Employee Benefits Reset 2020: Ford UK has been working on a data analytic project for all of its pension plans globally in order to engage and educate its employees.
On the second day of the Employee Benefits Reset online series on 6 October, Oliver Payne, international pensions and data analytics manager at car manufacturer Ford Motor Company, discussed the impact of the Covid-19 pandemic on pensions and how this will accelerate emerging pension trends.
One of the key trends, data analytics, is a project that Ford has been working on for the past three years. Payne explained that, with the help of technology firm Redington, the organisation has created a system that plugs in 3 million items of data across all of Ford’s pension plans around the world. “We are moving away from it taking 18 months for evaluating a pension scheme or taking a long time to get answers for complicated questions,” said Payne. “We now have the technology and the data processors and I feel that we should have much more real-time dashboards and real-time understanding of these complicated questions
“We are just scratching the surface on pensions and data and analytics. As we move forward, we can collect more data and we could do smarter things. As we move into the machine learning space and get further insight around pensions, we’re looking forward and analysing the right stuff rather than the traditional retrospective way of looking at pensions.”

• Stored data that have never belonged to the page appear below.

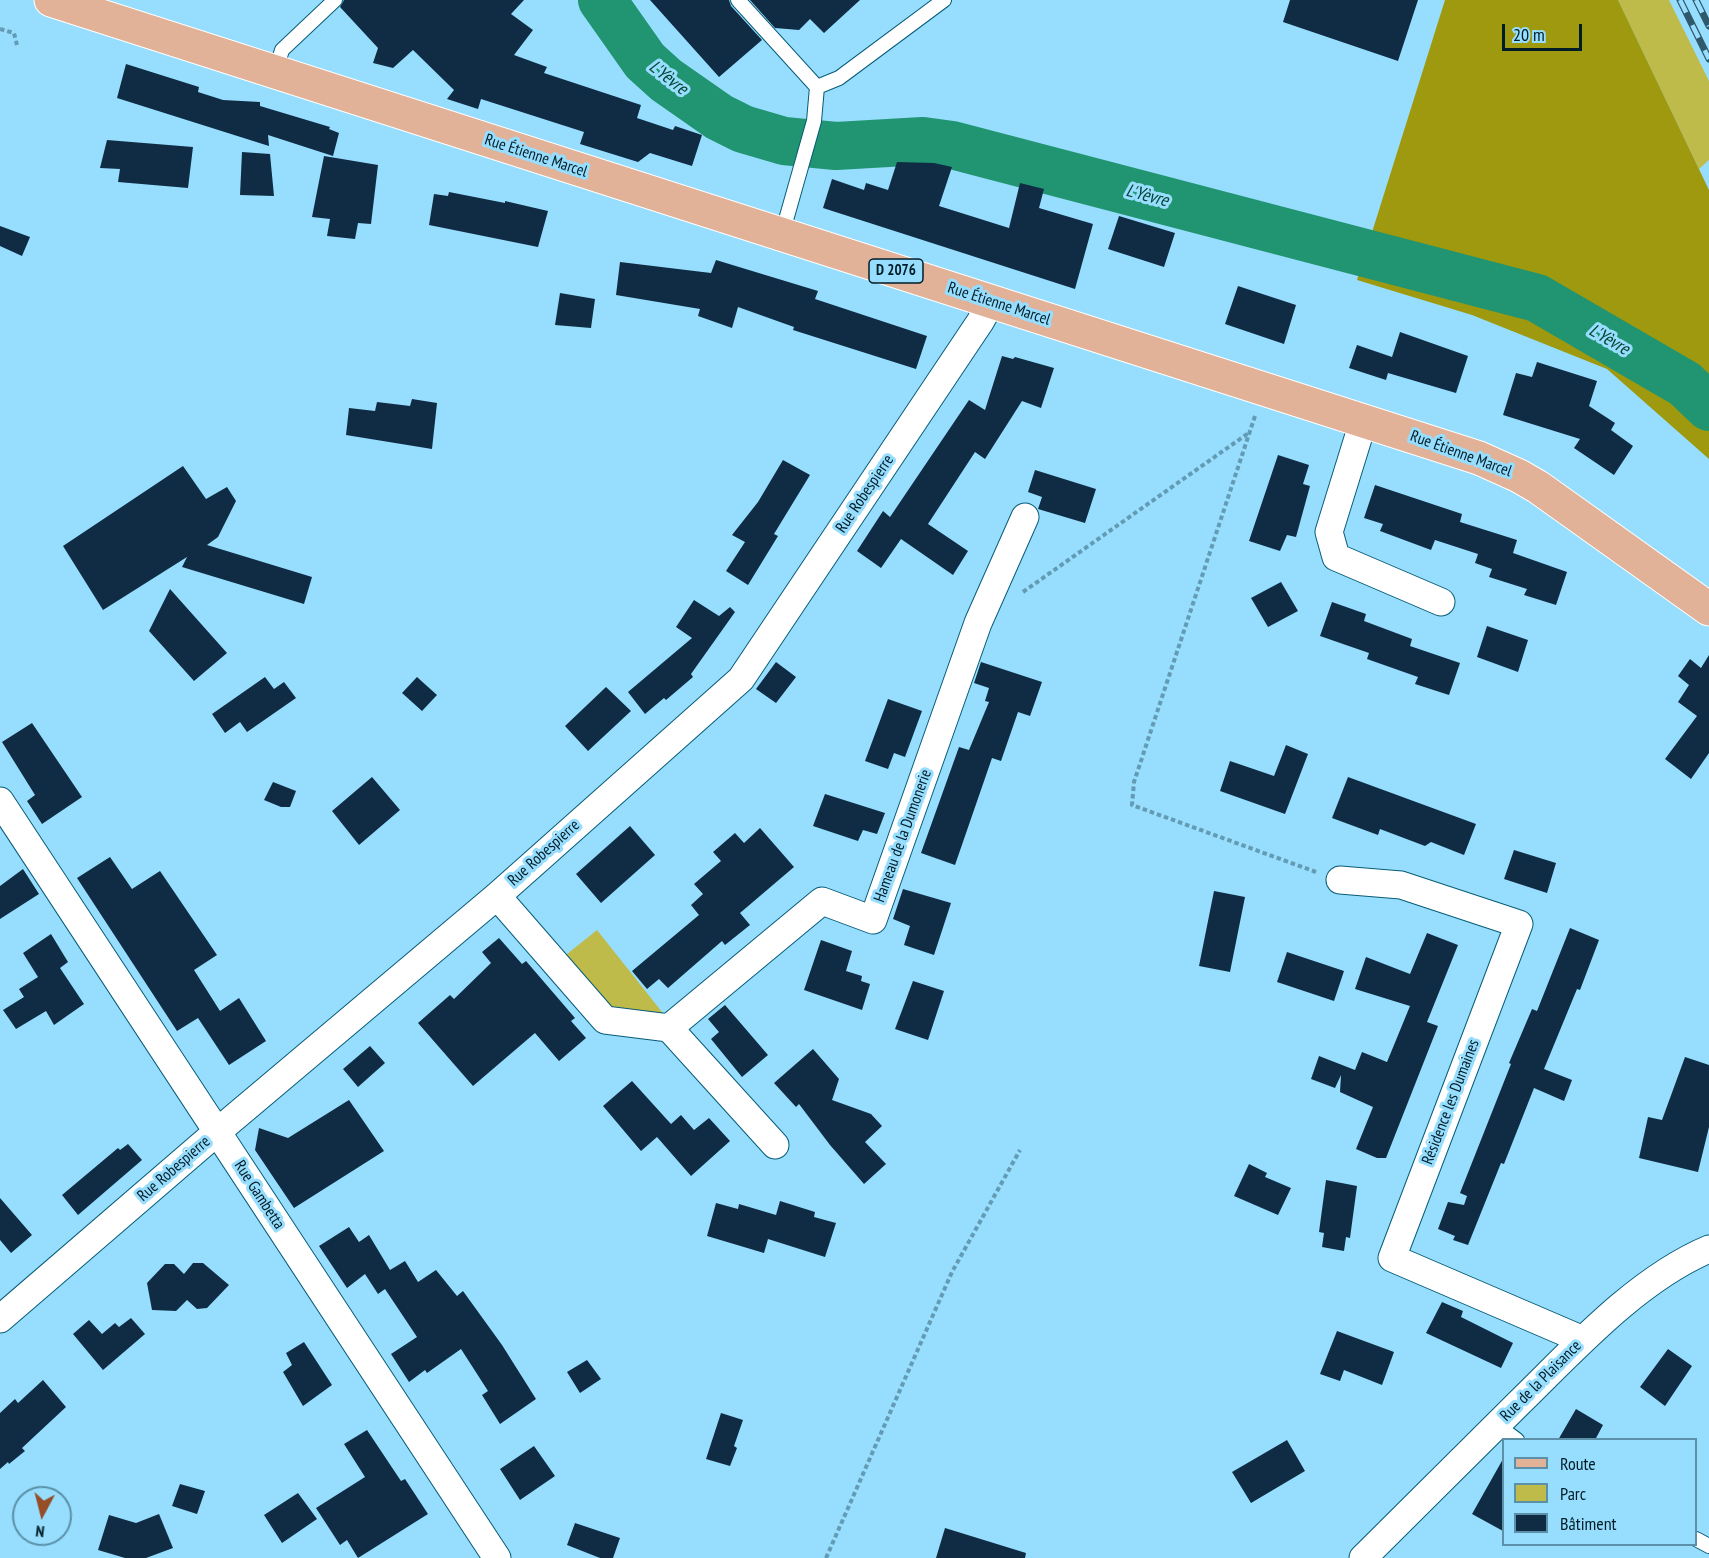 <!DOCTYPE html>
<html>
<head>
<meta charset="utf-8">
<style>
	body { margin:0 }
	#map { position:relative; width:1709px; height:1558px; overflow:hidden; background:#97defe; font-family:"PT Sans Narrow",sans-serif }
	canvas { display:block }
	.legend { position:absolute; left:1502px; top:1438px; width:195px; height:108px; box-sizing:border-box; background:#97defe; border:2px solid #5b90a8; margin:0; padding:8px 10px; list-style:none; font-size:18px; color:#001c27 }
	.legend li { display:flex; align-items:center; gap:12px; height:30px }
	.legend b { width:30px; border:2px solid #5b90a8 }
	.north { position:absolute; left:12px; top:1486px; width:60px; height:60px; box-sizing:border-box; background:#97defe; border:2px solid #5b90a8; border-radius:50%; rotate:187deg; font-size:16px; font-weight:700; line-height:24px; text-align:center; color:#001c27 }
	.north::after { content:''; display:block; margin:auto; width:21px; height:27px; background:#954e28; clip-path:polygon(50% 0,100% 100%,50% 72%,0 100%) }
	.scale { position:absolute; left:1502px; top:24px; width:80px; height:27px; box-sizing:border-box; border:3px solid #001c27; border-top:0; padding-left:8px; font-size:18px; line-height:21px; white-space:nowrap; color:#001c27; -webkit-text-stroke:4px #97defe; paint-order:stroke }
</style>
</head>
<body>
<div id="map">
<canvas width="1709" height="1558"></canvas>
<ul class="legend">
<li><b style="height:8px;background:#e1b198"></b>Route</li>
<li><b style="height:16px;background:#bfbb4a"></b>Parc</li>
<li><b style="height:16px;background:#102c44"></b>Bâtiment</li>
</ul>
<div class="north">N</div>
<div class="scale">20 m</div>
</div>
<script>
const ctx = document.querySelector('canvas').getContext('2d');
ctx.lineJoin = 'round';
function paint(path, color) { ctx.fillStyle = color; ctx.fill(path, 'evenodd'); }
function stroke(path, color, width, dash) { ctx.strokeStyle = color; ctx.lineWidth = width; ctx.lineCap = dash ? 'butt' : 'round'; ctx.setLineDash(dash || []); ctx.stroke(path); }
function write(font, color, halo, rows, align = 'center') {
  ctx.font = font + ' "PT Sans Narrow",sans-serif'; ctx.lineWidth = 6; ctx.setLineDash([]); ctx.textBaseline = 'middle'; ctx.strokeStyle = halo; ctx.fillStyle = color; for (const [text, x, y, turn = 0] of rows) {
    ctx.save(); ctx.translate(x, y); ctx.rotate((+turn || 0) * Math.PI / 180); ctx.textAlign = isNaN(turn) ? turn : align; if (halo) ctx.strokeText(text, 0, 0); ctx.fillText(text, 0, 0); ctx.restore();
  }
}
paint(new Path2D(`
	M1618,0H1669L1709,81V160L1699,169Z
	M597,930L666,1017L613,1015L562,958Z`), '#bfbb4a');
paint(new Path2D(`
	M1445,0H1618L1709,190V459L1607,369L1472,315L1357,280Z`), '#9e990e');
stroke(new Path2D(`
	M602,0L645,61L666,80L719,117L743,129L784,141L836,146L923,141L952,145L1537,298L1685,384L1709,407`), '#219471', 48);
paint(new Path2D(`
	M344,0H524L511,14L533,30L514,55L547,67L544,73L641,105L637,118L673,130L675,126L702,135L692,166L650,153L638,162L580,144L584,132L481,99L478,109L447,99L454,90L413,50L393,68L373,63L378,48L340,7Z
	M650,0H729L731,6L762,40L719,77Z
	M750,0H860L824,33L810,19L799,30L775,28Z
	M1290,0H1418L1398,61L1283,22Z
	M126,64L199,87L198,92L223,100L260,102V106L330,127L329,129L339,133L333,156L268,135L269,146L117,98Z
	M107,140L193,147L188,188L118,182L120,169L100,168Z
	M242,152L270,154L274,196L240,195Z
	M324,156L378,165L371,224L358,223L355,239L327,236L330,219L312,217Z
	M897,162L934,163L952,167L939,206L1009,228L1020,183L1044,189L1039,208L1093,224L1075,289L823,208L832,179L864,190L866,183L888,190Z
	M449,192L505,203V201L548,211L538,247L429,225L434,194L448,196Z
	M1119,216L1175,233L1164,267L1108,249Z
	M0,226L30,237L22,256L0,246Z
	M716,260L818,291L815,299L927,336L916,369L793,330L794,327L738,307L732,328L698,316L700,309L616,295L620,262L711,273Z
	M1238,286L1296,305L1284,344L1225,324Z
	M560,293L595,299L591,328L555,325Z
	M1400,332L1468,356L1456,393L1388,373L1386,380L1349,368L1357,345L1392,357Z
	M1002,356L1013,359L1015,357L1054,368L1041,408L1022,401L985,459L975,452L928,524L968,551L953,575L901,539L881,568L857,551L883,511L890,517L969,400L985,410Z
	M1537,362L1597,381L1589,406L1615,423L1611,430L1633,446L1614,475L1574,448L1580,439L1503,415L1516,373L1532,377Z
	M412,399L437,403L432,449L346,435L349,408L375,411L377,402L410,406Z
	M1278,455L1309,465L1303,484L1310,486L1296,537L1287,535L1280,551L1249,541Z
	M783,460L810,475L774,534L778,536L748,585L726,571L745,542L732,535L758,502Z
	M183,466L206,499L227,487L236,501L218,537L207,545L312,577L304,604L182,567L187,557L103,610L63,546Z
	M1035,470L1096,489L1085,523L1038,509L1042,497L1028,492Z
	M1375,485L1462,514L1460,522L1517,540L1513,553L1567,572L1556,605L1524,595L1527,589L1489,577L1492,569L1475,563L1478,554L1435,540L1431,550L1380,531L1383,524L1364,518Z
	M1281,582L1298,611L1268,627L1251,598Z
	M170,589L227,653L194,681L149,631Z
	M694,600L719,616L730,607L735,612L691,674L693,677L666,700L664,698L645,714L628,692L692,638L676,627Z
	M1332,602L1366,614L1364,621L1412,639L1410,646L1460,663L1449,695L1415,684L1418,677L1367,659L1369,653L1320,636Z
	M1487,626L1528,640L1518,672L1477,657Z
	M1709,655V753L1691,779L1665,759L1697,716L1678,702L1689,685L1678,676L1690,659L1701,668Z
	M776,662L796,677L776,703L756,689Z
	M981,662L1042,682L1030,716L1018,712L1001,761L992,758L955,865L921,853L959,747L969,750L989,702L985,701L989,688L974,683Z
	M265,677L274,689L284,682L296,698L247,732L240,722L225,733L212,714Z
	M417,677L437,695L422,711L402,693Z
	M606,687L631,711L588,751L565,726Z
	M888,699L922,711L905,757L894,753L888,769L865,761Z
	M32,723L82,797L42,824L27,801L35,795L2,742Z
	M1286,745L1308,754L1285,814L1220,791L1230,761L1274,776Z
	M372,777L400,810L359,845L332,811Z
	M1348,777L1476,824L1464,855L1431,842L1425,846L1380,829L1378,835L1332,818Z
	M273,782L296,791L290,807H281L264,800Z
	M825,794L885,813L877,834L863,830L858,841L813,826Z
	M630,826L655,855L601,903L576,874Z
	M760,828L794,867L740,913L750,925L725,945L722,941L668,988L659,979L647,989L632,971L699,915L691,905L703,894L694,884L721,861L713,852L735,833L744,843Z
	M1514,850L1556,863L1547,893L1504,879Z
	M110,857L132,889L160,871L217,955L194,970L220,1011L239,998L266,1041L229,1065L198,1018L177,1031L77,878Z
	M23,869L39,894L0,919V886Z
	M903,889L951,903L934,955L904,945L910,926L893,919Z
	M1214,891L1245,897L1230,972L1199,966Z
	M1570,928L1599,940L1580,990L1577,989L1544,1069L1572,1080L1564,1101L1534,1088L1504,1164L1501,1163L1468,1245L1453,1240L1455,1236L1438,1229L1448,1202L1464,1205L1467,1196L1460,1193L1511,1064L1509,1063L1532,1009L1537,1011Z
	M1427,933L1458,945L1427,1022L1438,1026L1386,1158H1377L1356,1149L1373,1107L1340,1092L1341,1075L1335,1088L1311,1079L1319,1056L1355,1070L1362,1052L1387,1062L1410,1006L1355,989L1366,957L1410,974Z
	M51,934L68,962L60,968L84,1004L54,1025L46,1011L16,1029L3,1010L24,997L19,989L38,977L23,953Z
	M499,938L522,964L526,961L575,1018L571,1021L586,1038L559,1061L535,1033L473,1086L418,1023L450,995L454,999L491,963L482,952Z
	M821,940L852,951L846,971L862,976L861,981L870,984L862,1010L804,990Z
	M1287,952L1344,971L1334,1001L1277,982Z
	M913,981L944,991L928,1040L895,1029Z
	M725,1005L768,1055L742,1077L711,1039L719,1032L708,1019Z
	M370,1046L385,1063L358,1087L343,1069Z
	M813,1049L839,1079L832,1100L871,1114L882,1126L865,1142L886,1164L864,1184L830,1145L799,1104L796,1107L774,1083Z
	M1685,1057L1709,1065V1127L1698,1172L1639,1158L1648,1117L1662,1120Z
	M632,1081L671,1124L681,1115L694,1130L709,1118L730,1141L691,1176L657,1137L641,1151L603,1106Z
	M349,1100L384,1151L294,1208L255,1150L259,1128L288,1138Z
	M128,1144L142,1160L78,1215L62,1195L118,1148L120,1150Z
	M1249,1164L1267,1173L1265,1177L1291,1188L1278,1215L1234,1196Z
	M1326,1180L1357,1186L1350,1238L1346,1237L1344,1251L1322,1247L1324,1233L1319,1232Z
	M0,1198L32,1235L11,1253L0,1240Z
	M780,1201L815,1212L814,1217L836,1223L825,1257L768,1239L764,1253L707,1236L716,1203L738,1209L739,1204L776,1215Z
	M349,1227L359,1242L369,1235L390,1270L405,1261L418,1282L436,1270L457,1296L463,1291L502,1345L536,1399L500,1424L482,1395L488,1391L461,1349L427,1373L425,1370L409,1382L391,1354L417,1337L385,1289L378,1294L365,1274L347,1288L319,1246Z
	M193,1263H203L229,1285L207,1308L197,1309L187,1300L176,1311L152,1310L147,1283L165,1264H174L184,1274Z
	M1442,1302L1463,1311L1461,1317L1513,1343L1501,1368L1426,1333Z
	M131,1318L145,1334L103,1370L73,1334L89,1320L102,1334L115,1323L119,1327Z
	M1337,1331L1394,1352L1382,1385L1344,1370L1340,1381L1320,1374Z
	M304,1342L332,1385L303,1406L283,1372L292,1365L286,1353Z
	M1668,1349L1692,1366L1665,1406L1640,1387Z
	M587,1360L601,1379L580,1393L567,1372Z
	M43,1380L66,1407L22,1448L25,1451L9,1464L8,1462L0,1469V1413L15,1399L18,1403Z
	M1576,1409L1603,1425L1595,1440H1558Z
	M721,1413L743,1420L734,1446L737,1448L730,1466L706,1459Z
	M367,1430L401,1481L405,1479L428,1514L358,1558L347,1540L340,1545L316,1508L365,1477L344,1444Z
	M1287,1440L1305,1471L1251,1503L1232,1472Z
	M534,1446L555,1476L520,1500L500,1469Z
	M1503,1459V1531L1472,1514Z
	M180,1484L205,1491L197,1514L172,1506Z
	M298,1493L317,1519L282,1543L264,1515Z
	M159,1514L173,1548L146,1558H125L98,1550L109,1515L136,1523Z
	M575,1523L620,1538L613,1558H600L567,1545Z
	M945,1528L1026,1553L1025,1558H936Z`), '#102c44');
const service = new Path2D(`
	M738,0L817,87L814,121L782,234
	M275,73L282,50L335,0
	M817,87L839,78L944,0
	M1497,1425L1517,1440
	M1696,1539L1709,1546`);
const minor = new Path2D(`
	M1364,419L1329,532L1336,557L1441,602
	M0,801L497,1558
	M1340,880L1401,885L1519,924L1392,1258L1583,1340
	M497,896L605,1020L669,1028L822,901L873,920L978,623L1025,517
	M669,1028L775,1145
	M0,1319L217,1132L497,896L741,679L980,322L992,301
	M1363,1558C1416,1505 1469,1453 1522,1400C1576,1347 1638,1279 1709,1249`);
const primary = new Path2D(`
	M51,0L1479,458L1519,476L1538,487L1709,609`);
stroke(service, '#075c77', 16);
stroke(minor, '#075c77', 29);
stroke(primary, '#fff', 35);
stroke(new Path2D(`
	M0,29L14,33L17,45
	M1255,416L1134,782L1132,805L1316,872
	M1023,592L1250,432
	M826,1558L952,1272L1020,1150`), '#639bb4', 4, [4.5, 3]);
stroke(service, '#fff', 14);
stroke(minor, '#fff', 27);
stroke(primary, '#e1b198', 33);
const rail = new Path2D(`
	M1680,0L1709,59
	M1696,0L1709,26`);
stroke(rail, '#305a6b', 7);
stroke(rail, '#97defe', 4.5, [14]);
for (const [x, y, w] of [
	[896,271,54]
]) { const box = new Path2D(); box.roundRect(x - w / 2, y - 12, w, 24, 4.5); ctx.fillStyle = '#97defe'; ctx.fill(box); stroke(box, '#001c27', 1.5); }
write('bold 15px', '#001c27', null, [
	["D 2076",896,271]
]);
write('16px', '#001c27', '#97defe', [
	["Rue Étienne Marcel",536,156,18],
	["Rue Étienne Marcel",999,304,18],
	["Rue Étienne Marcel",1461,454,20],
	["Rue Robespierre",865,494,-56],
	["Hameau de la Dumonerie",903,836,-70],
	["Rue Robespierre",544,853,-42],
	["Résidence les Dumaines",1451,1102,-69],
	["Rue Robespierre",174,1169,-41],
	["Rue Gambetta",259,1195,57],
	["Rue de la Plaisance",1541,1381,-45]
]);
write('italic 18px', '#064533', '#97defe', [
	["L'Yèvre",668,78,38],
	["L'Yèvre",1147,196,15],
	["L'Yèvre",1609,340,30]
]);
</script>
</body>
</html>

Digital governance is another area that Payne highlighted as an emerging trend: “We’re going to see more virtual trustee meetings. We’ve all been forced to make this work over the last few months. The feedback I’ve had is very positive about those things. It improves the efficiency compared to having to get everyone into a room to get them to travel down please meetings. It’s 2020, we shouldn’t be requiring a physical signature on a piece of paper, and thankfully we’re moving away from that to digital signatures.”
Payne added that employees should be treated the same and not sectioned in to groups. “Don’t pigeonhole people into being a certain type, just because they are younger. Don’t try to be too rigid with the form of pensions and employee savings that you offer, understanding the everyone is different, and not generalising needs.
“Give more options and more flexibility, particularly for younger people; options around workplace savings like Isas instead of pensions could be really valuable to some people, and lots of flexibility of being able to increase or decrease your contributions. It’s very hard to argue against choice and it can always make things more valuable if it’s done in the right way without increasing the cost for the employer.”